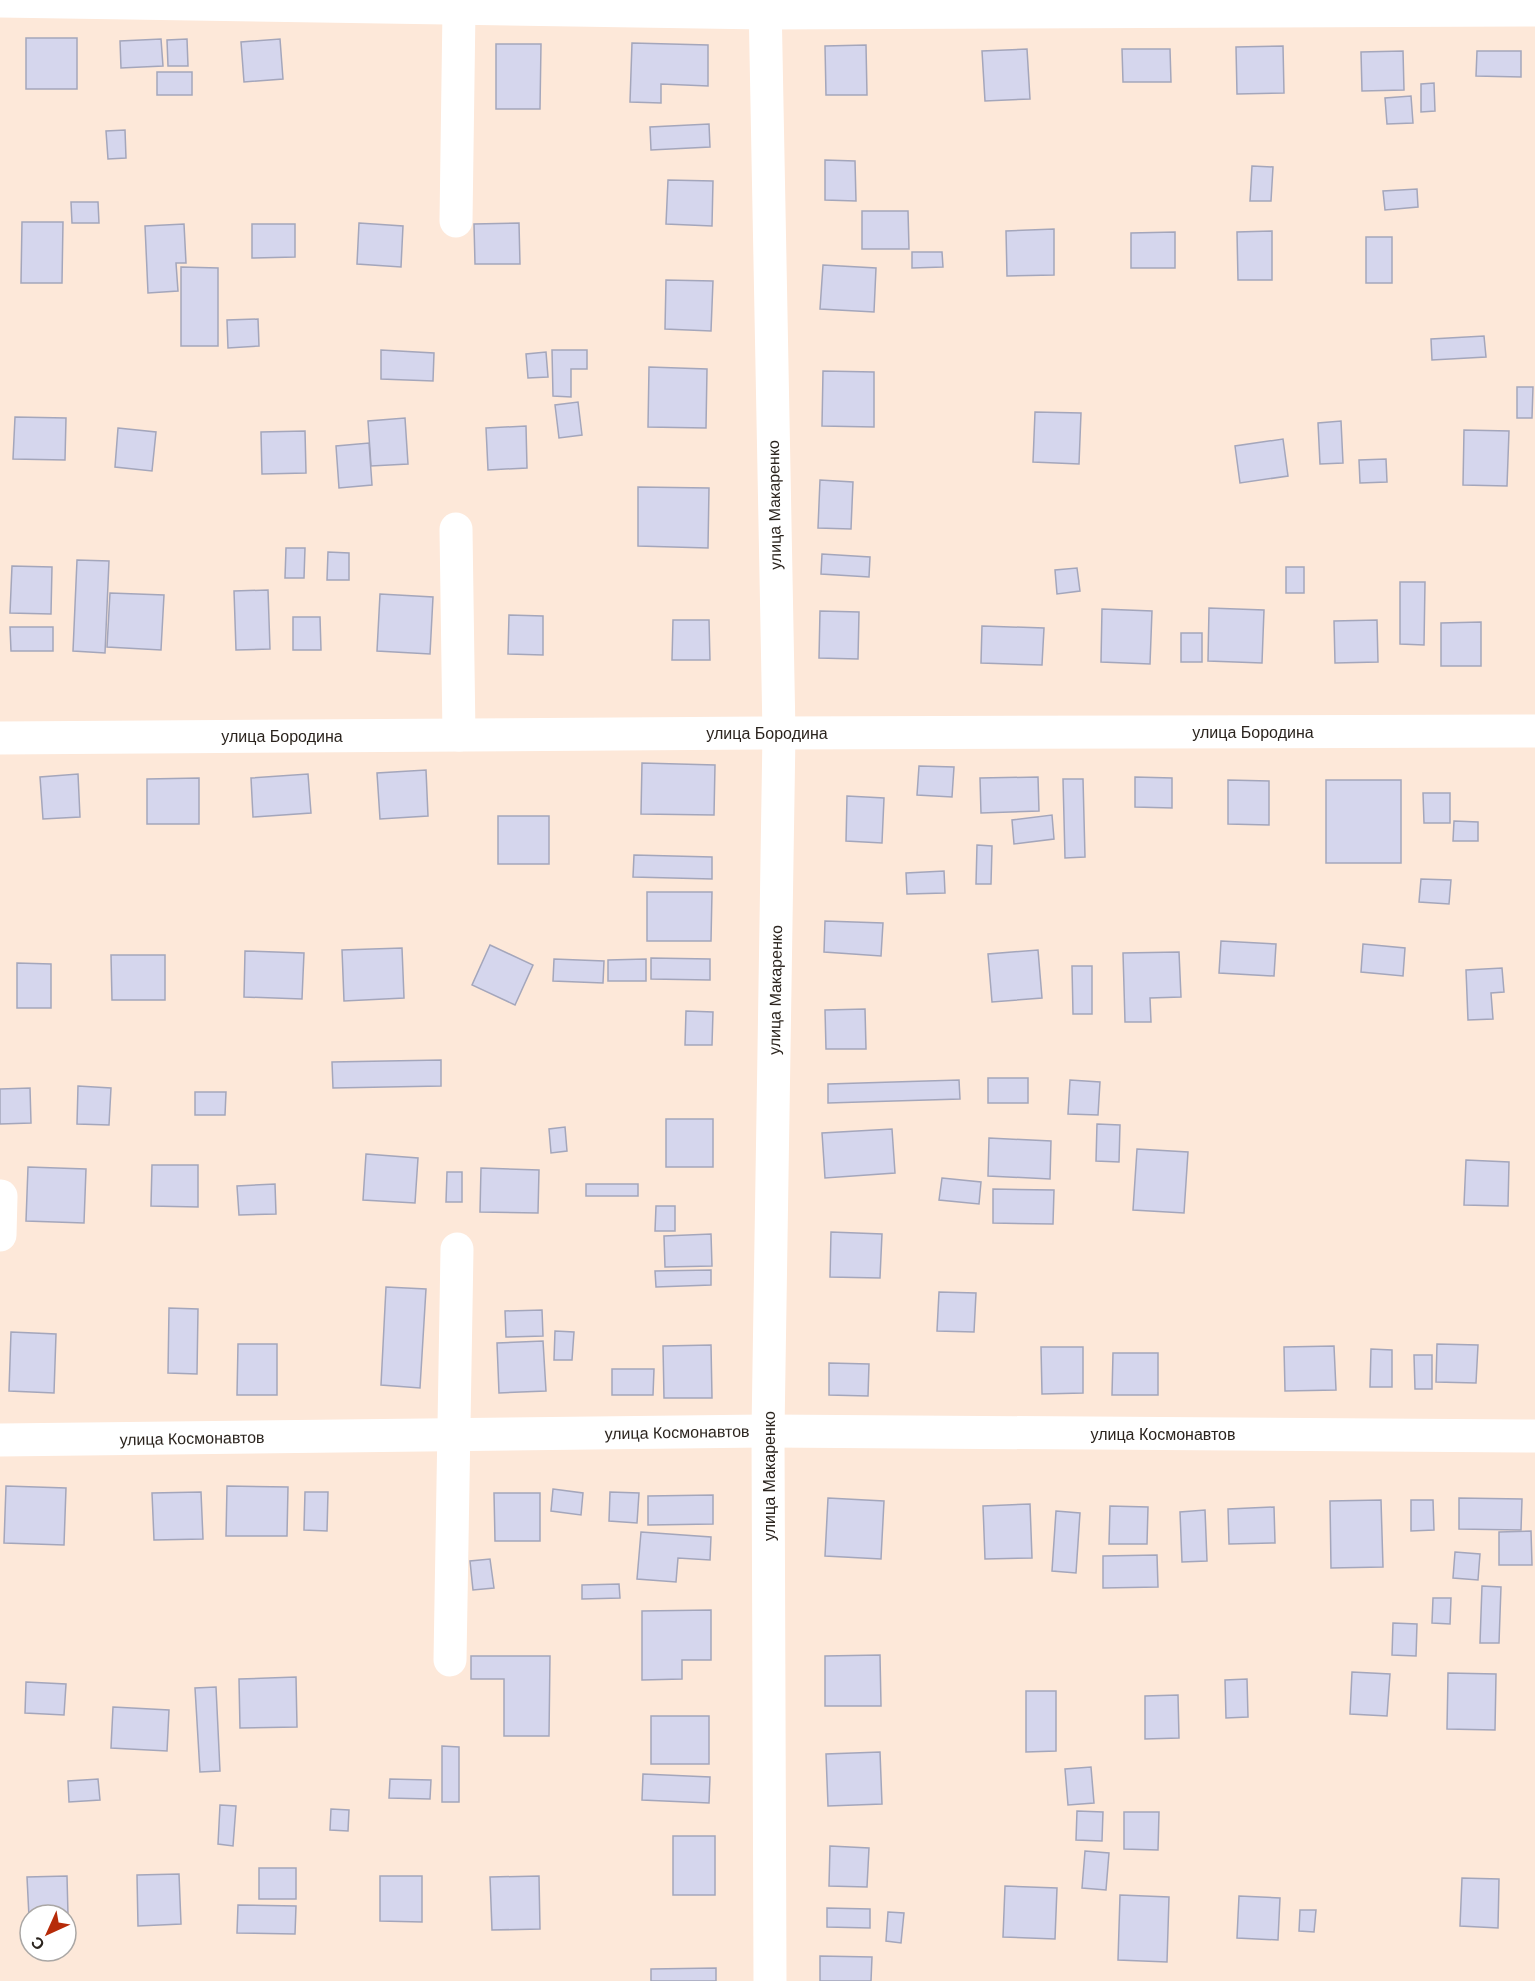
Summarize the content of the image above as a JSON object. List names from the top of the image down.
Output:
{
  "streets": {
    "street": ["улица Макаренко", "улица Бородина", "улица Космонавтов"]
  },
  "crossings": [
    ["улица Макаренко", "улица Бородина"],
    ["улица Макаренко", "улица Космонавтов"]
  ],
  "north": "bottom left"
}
-------------------------
*EXERCISE DESCRIPTION*:
Exact copies of all the entries, without any pictures, are what the answer must contain.

*RESPONSE TO THIS EXERCISE*:
Summarize the content of the image above as a JSON object. List names from the top of the image down.
Output:
{
  "streets": {
    "street": ["улица Макаренко", "улица Бородина", "улица Космонавтов"]
  },
  "crossings": [
    ["улица Макаренко", "улица Бородина"],
    ["улица Макаренко", "улица Космонавтов"]
  ],
  "north": "bottom left"
}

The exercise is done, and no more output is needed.